STORED DATA:

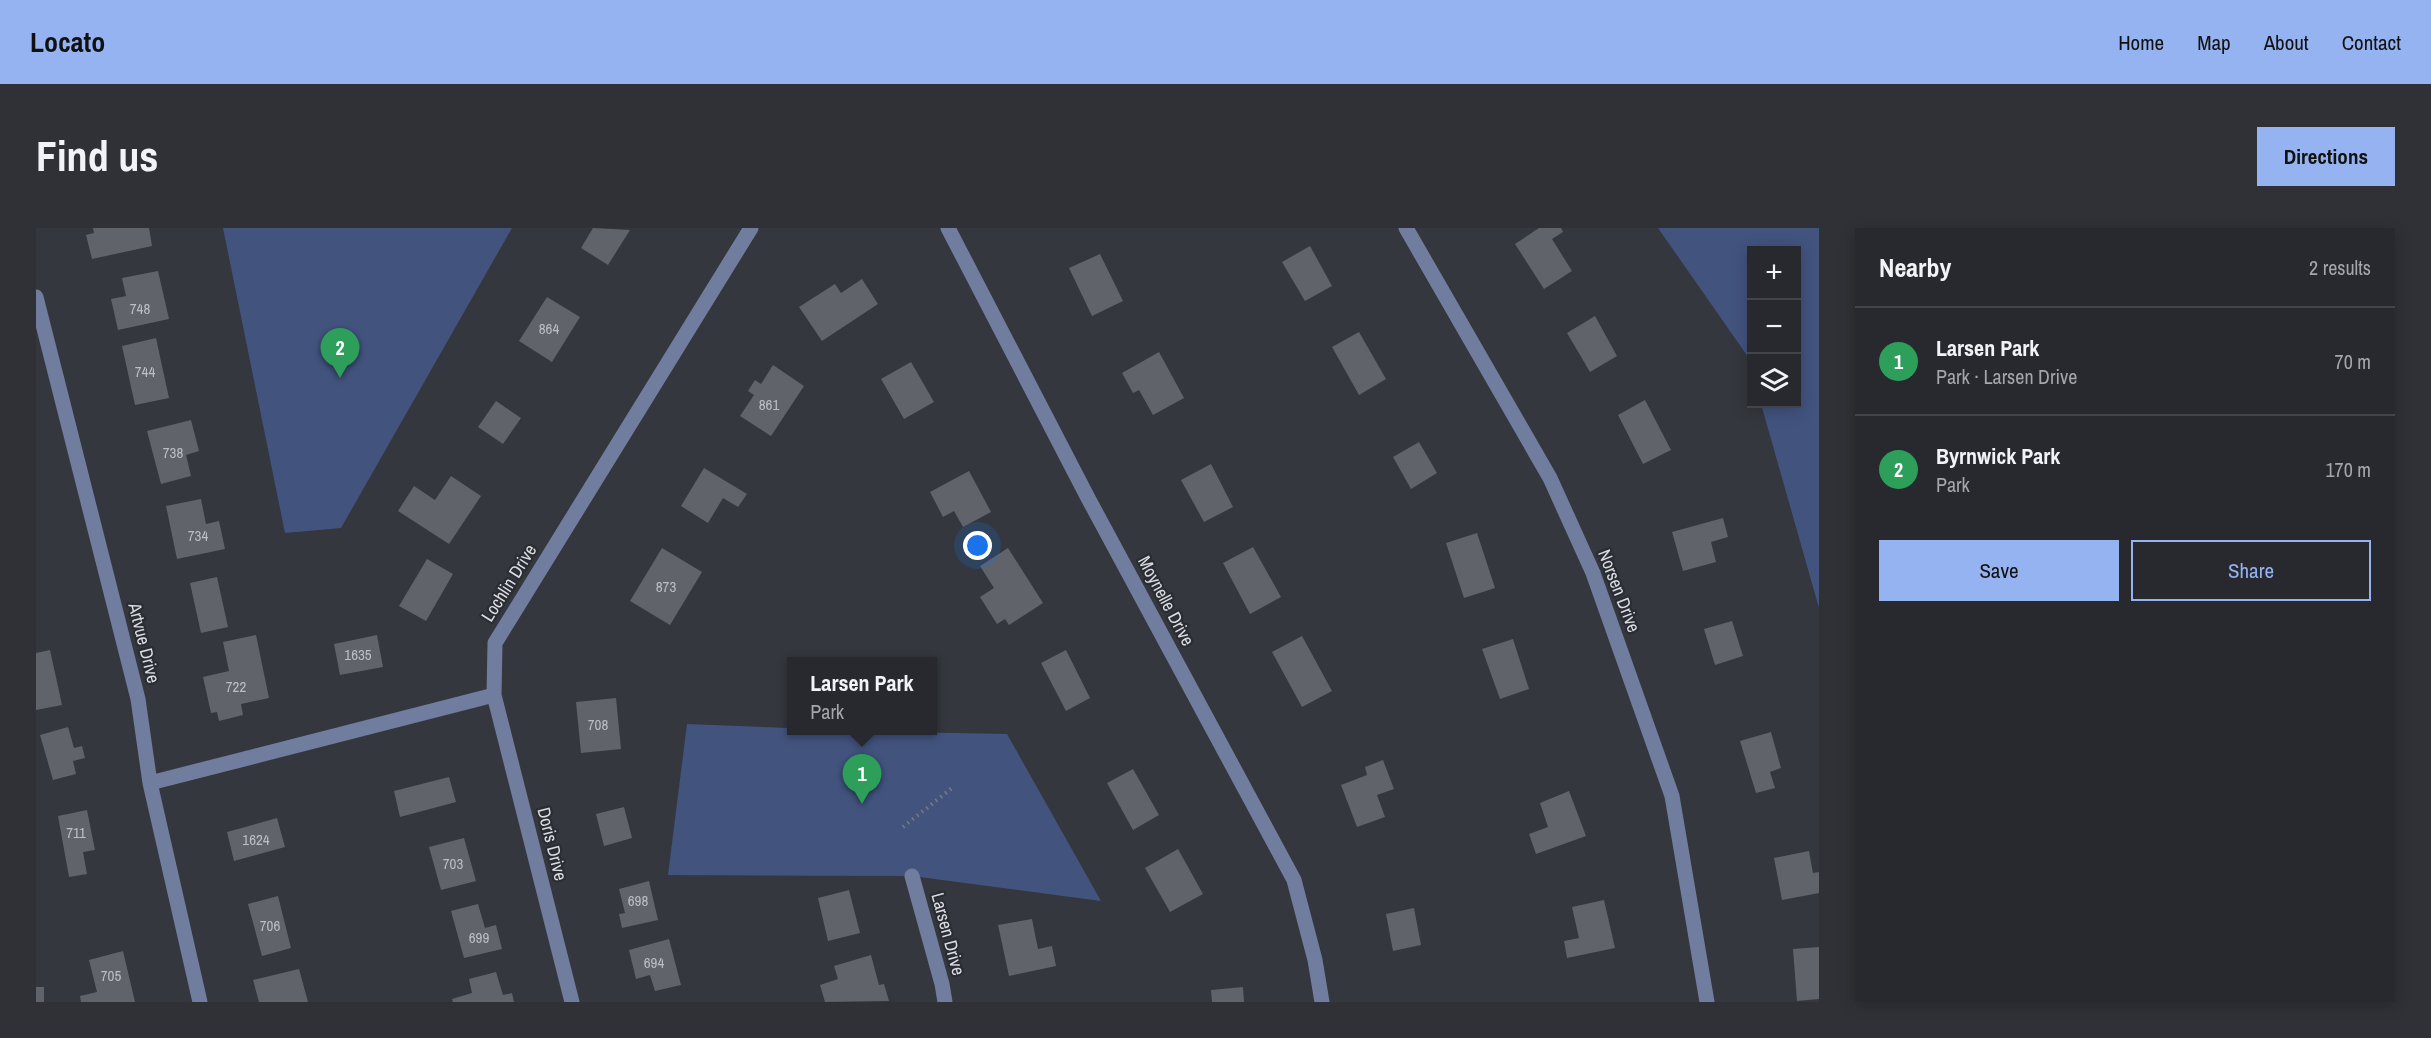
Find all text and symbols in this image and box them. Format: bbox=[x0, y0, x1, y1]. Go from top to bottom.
text: Locato bbox=[30, 23, 105, 61]
text: Home bbox=[2118, 28, 2164, 57]
text: Map bbox=[2197, 28, 2231, 57]
text: About bbox=[2264, 28, 2309, 57]
text: Contact bbox=[2342, 28, 2401, 57]
button: Directions bbox=[2257, 127, 2395, 186]
text: Find us bbox=[36, 128, 158, 184]
map controls bbox=[1747, 246, 1801, 408]
button: + bbox=[1747, 246, 1801, 300]
text: Nearby bbox=[1879, 250, 1951, 285]
text: 2 results bbox=[2309, 254, 2371, 281]
house number: 748 bbox=[130, 298, 150, 319]
button: − bbox=[1747, 300, 1801, 354]
house number: 864 bbox=[539, 318, 559, 339]
pin: 2 bbox=[320, 328, 360, 378]
text: Larsen Park bbox=[1936, 333, 2039, 363]
text: 1 bbox=[1894, 348, 1903, 375]
text: 70 m bbox=[2335, 348, 2371, 375]
button: layers bbox=[1747, 354, 1801, 408]
house number: 744 bbox=[135, 361, 155, 382]
text: Park · Larsen Drive bbox=[1936, 363, 2077, 390]
house number: 861 bbox=[759, 394, 779, 415]
text: Byrnwick Park bbox=[1936, 441, 2060, 471]
house number: 738 bbox=[163, 442, 183, 463]
text: 2 bbox=[1894, 456, 1903, 483]
text: 170 m bbox=[2325, 456, 2371, 483]
text: Park bbox=[1936, 471, 1970, 498]
house number: 734 bbox=[188, 525, 208, 546]
your location bbox=[963, 531, 992, 560]
street label: Lochlin Drive bbox=[475, 539, 542, 626]
button: Save bbox=[1879, 540, 2119, 601]
button: Share bbox=[2131, 540, 2371, 601]
street label: Norsen Drive bbox=[1592, 546, 1647, 636]
street label: Moynelle Drive bbox=[1132, 551, 1201, 650]
house number: 873 bbox=[656, 576, 676, 597]
street label: Artvue Drive bbox=[122, 599, 167, 686]
house number: 1635 bbox=[344, 644, 372, 665]
popup bbox=[787, 657, 937, 735]
text: Larsen Park bbox=[810, 668, 914, 698]
house number: 722 bbox=[226, 676, 246, 697]
text: Park bbox=[810, 698, 844, 725]
house number: 708 bbox=[588, 714, 608, 735]
pin: 1 bbox=[842, 754, 882, 804]
street label: Doris Drive bbox=[531, 805, 574, 883]
house number: 711 bbox=[66, 822, 86, 843]
house number: 1624 bbox=[242, 829, 270, 850]
house number: 703 bbox=[443, 853, 463, 874]
house number: 698 bbox=[628, 890, 648, 911]
street label: Larsen Drive bbox=[925, 890, 971, 978]
house number: 706 bbox=[260, 915, 280, 936]
house number: 699 bbox=[469, 927, 489, 948]
house number: 694 bbox=[644, 952, 664, 973]
house number: 705 bbox=[101, 965, 121, 986]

WHAT THE EXERCISE ASKS:
Find each line in the data above with the word "button", then copy it.

ANSWER BOX:
button: Directions bbox=[2257, 127, 2395, 186]
button: + bbox=[1747, 246, 1801, 300]
button: − bbox=[1747, 300, 1801, 354]
button: layers bbox=[1747, 354, 1801, 408]
button: Save bbox=[1879, 540, 2119, 601]
button: Share bbox=[2131, 540, 2371, 601]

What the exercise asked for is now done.